In 2011, activists painted a dotted line and a large pair of scissors on the face of the dam. The graffiti was seen as a commentary on the slow pace of the removal process, and was embraced by Ventura County, appearing in the logo of the Matilija Dam Ecosystem Restoration Project. The act was documented in the 2014 film DamNation.

In 2016 the Ventura County watershed Protection District and AECOM released a report which proposed several alternative options for removing the dam.
- Construct an upstream cofferdam and bypass tunnel to divert Matilija Creek away from the dam site while the dam is being removed. The cofferdam would be designed to breach during a flooding event with sufficiently high flows to transport sediment to the ocean.
- Drill holes in the bottom of the dam, with plugs that can be removed during a flood event, allowing high flows to naturally sluice sediment out of the reservoir. Once enough sediment is removed, the dam can be demolished.
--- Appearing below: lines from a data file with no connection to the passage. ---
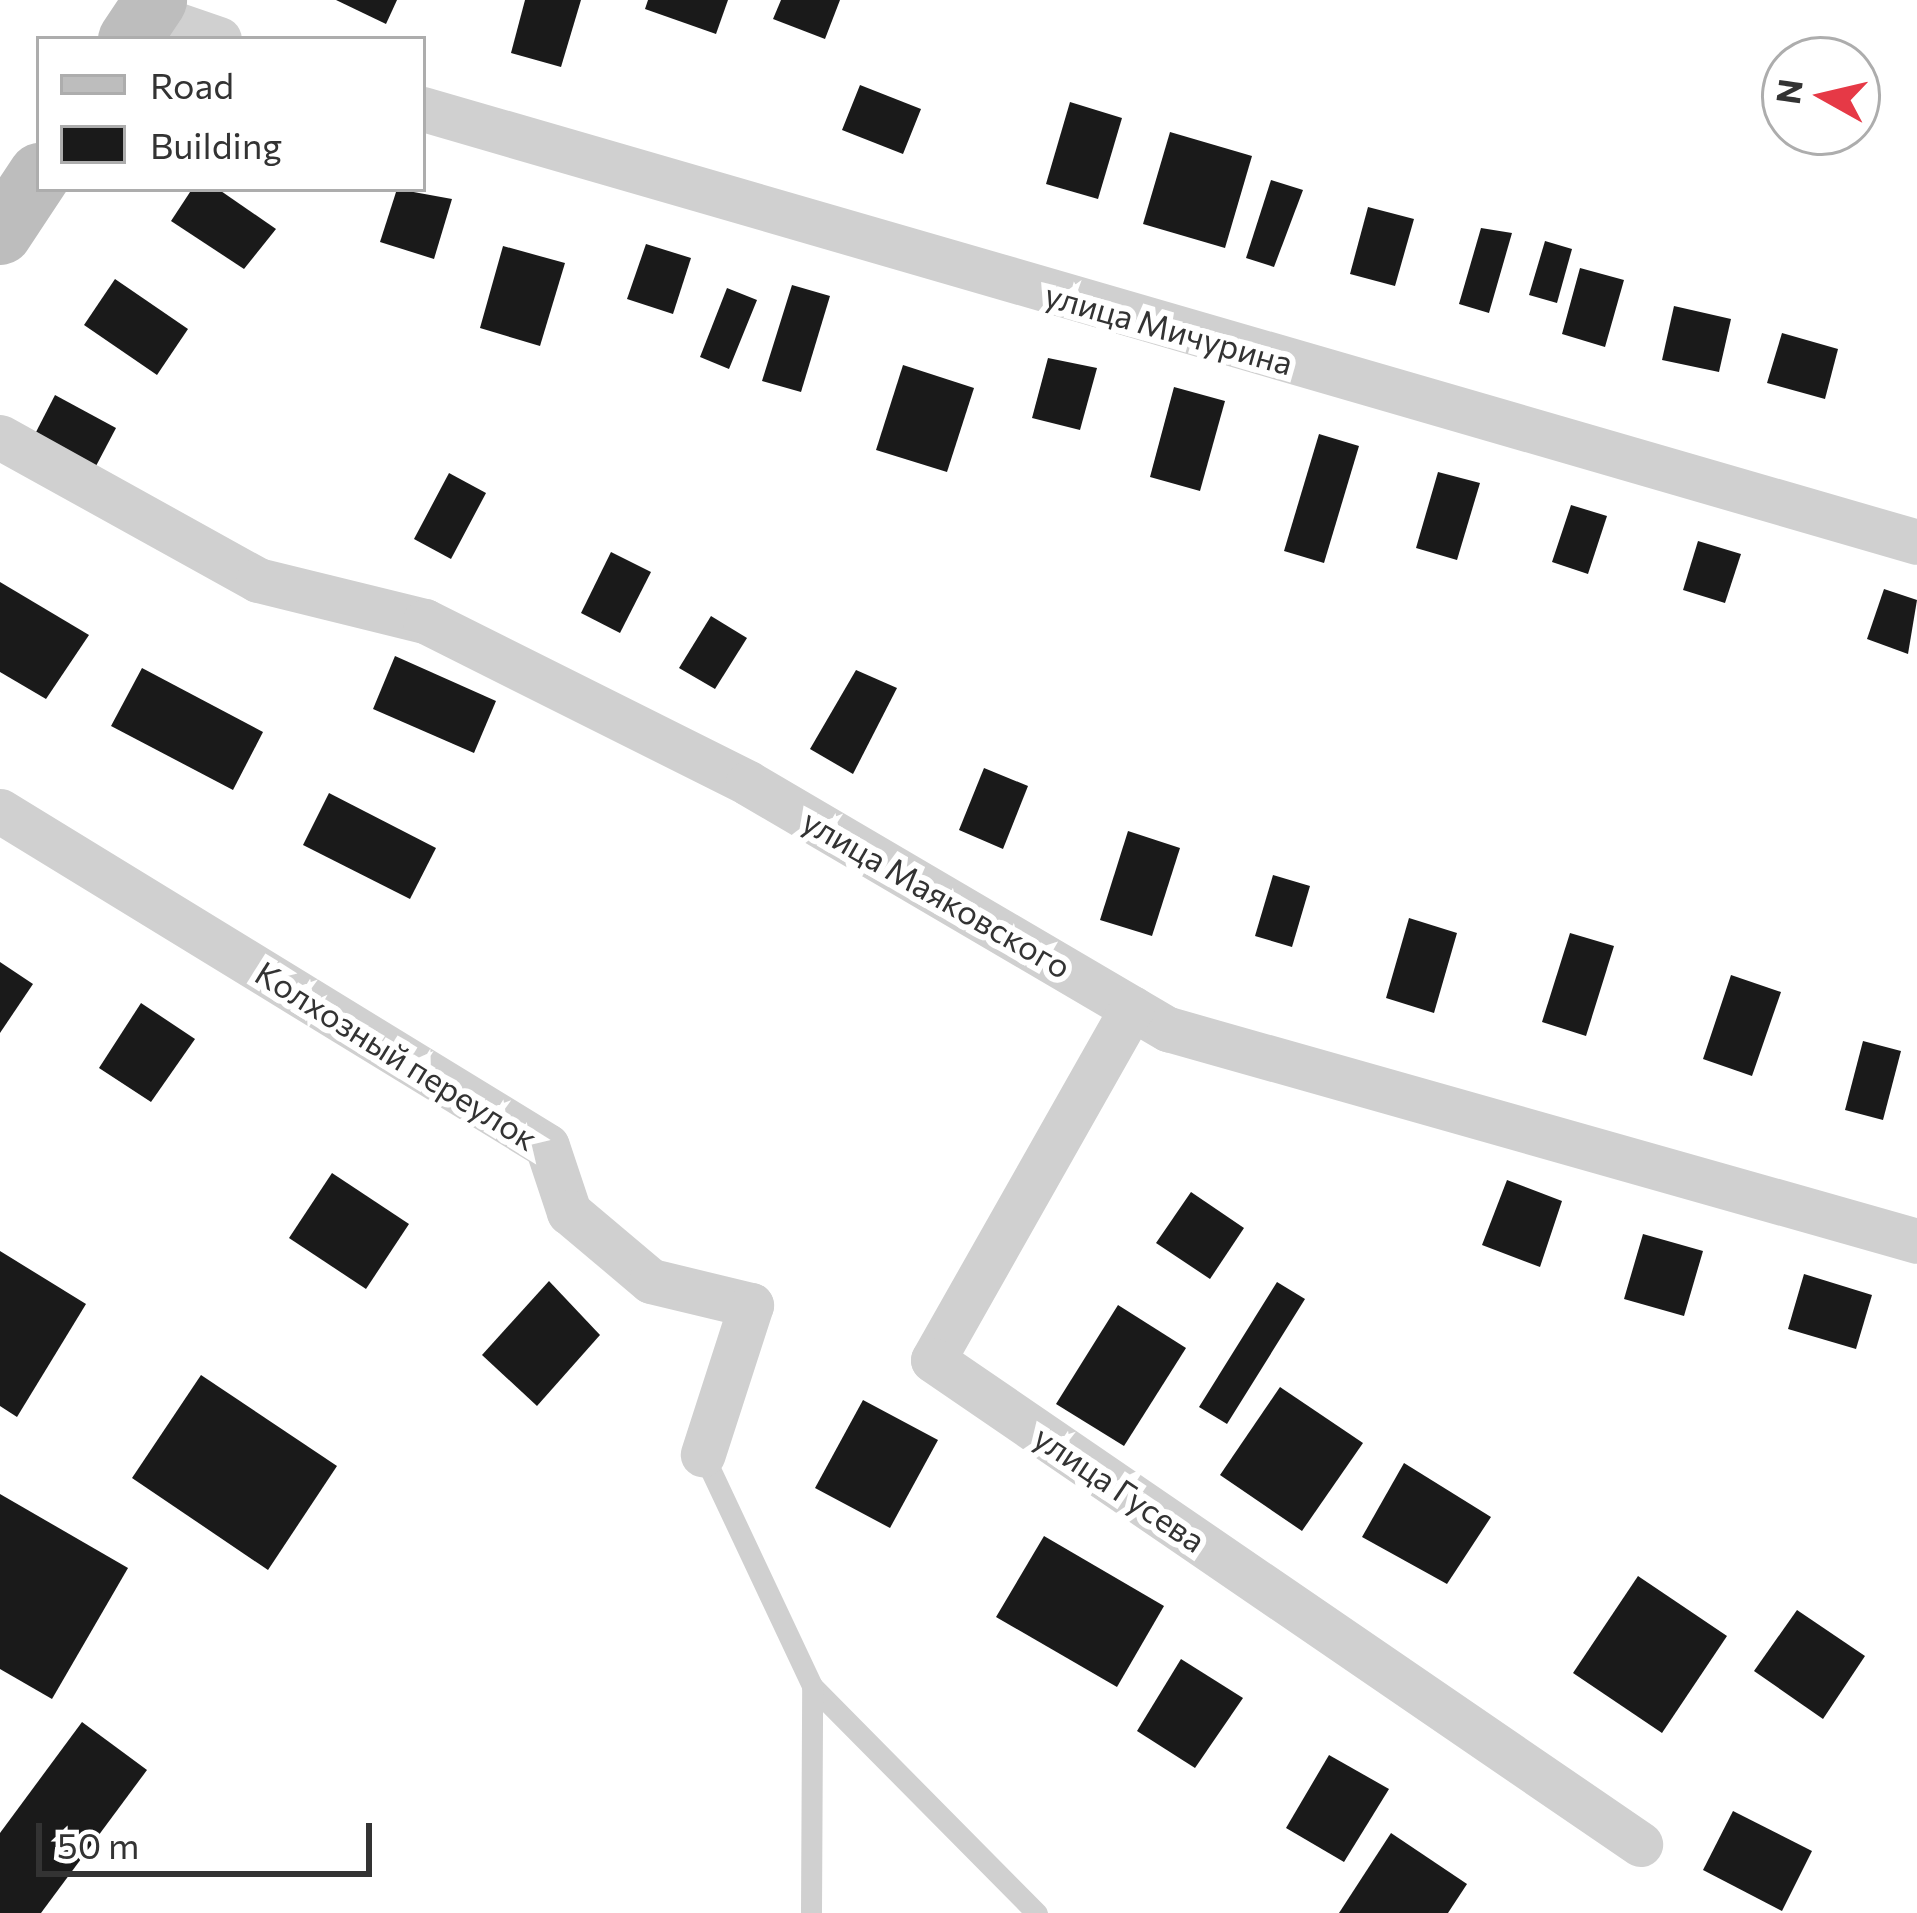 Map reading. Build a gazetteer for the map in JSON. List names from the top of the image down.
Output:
{
  "streets": {
    "street": [
      "улица Мичурина",
      "улица Маяковского",
      "Колхозный переулок",
      "улица Гусева"
    ]
  },
  "crossings": [
    ["улица Маяковского", "улица Гусева"]
  ],
  "legend": ["Road", "Building"],
  "scale_bar": "50 m",
  "north": "left"
}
- Store and temporarily stabilize excavated sediments upstream of the dam, before demolishing the dam. These sediment "stockpiles" would remain in place and be gradually eroded away during high flow events, so as not to excessively raise sediment volumes in the Ventura River.

In 2017, the California Department of Fish and Wildlife provided $3.3 million to fund the design phase for the selected alternative. The most recent proposal, projected to cost $111 million, will involve drilling a pair of 12 ft diameter holes in the bottom of the Matilija Dam, as well as replacing two bridges on the Ventura River and upgrading the Robles diversion dam to handle increased sediment flows. The California Wildlife Conservation Board has provided two grants for the design phase.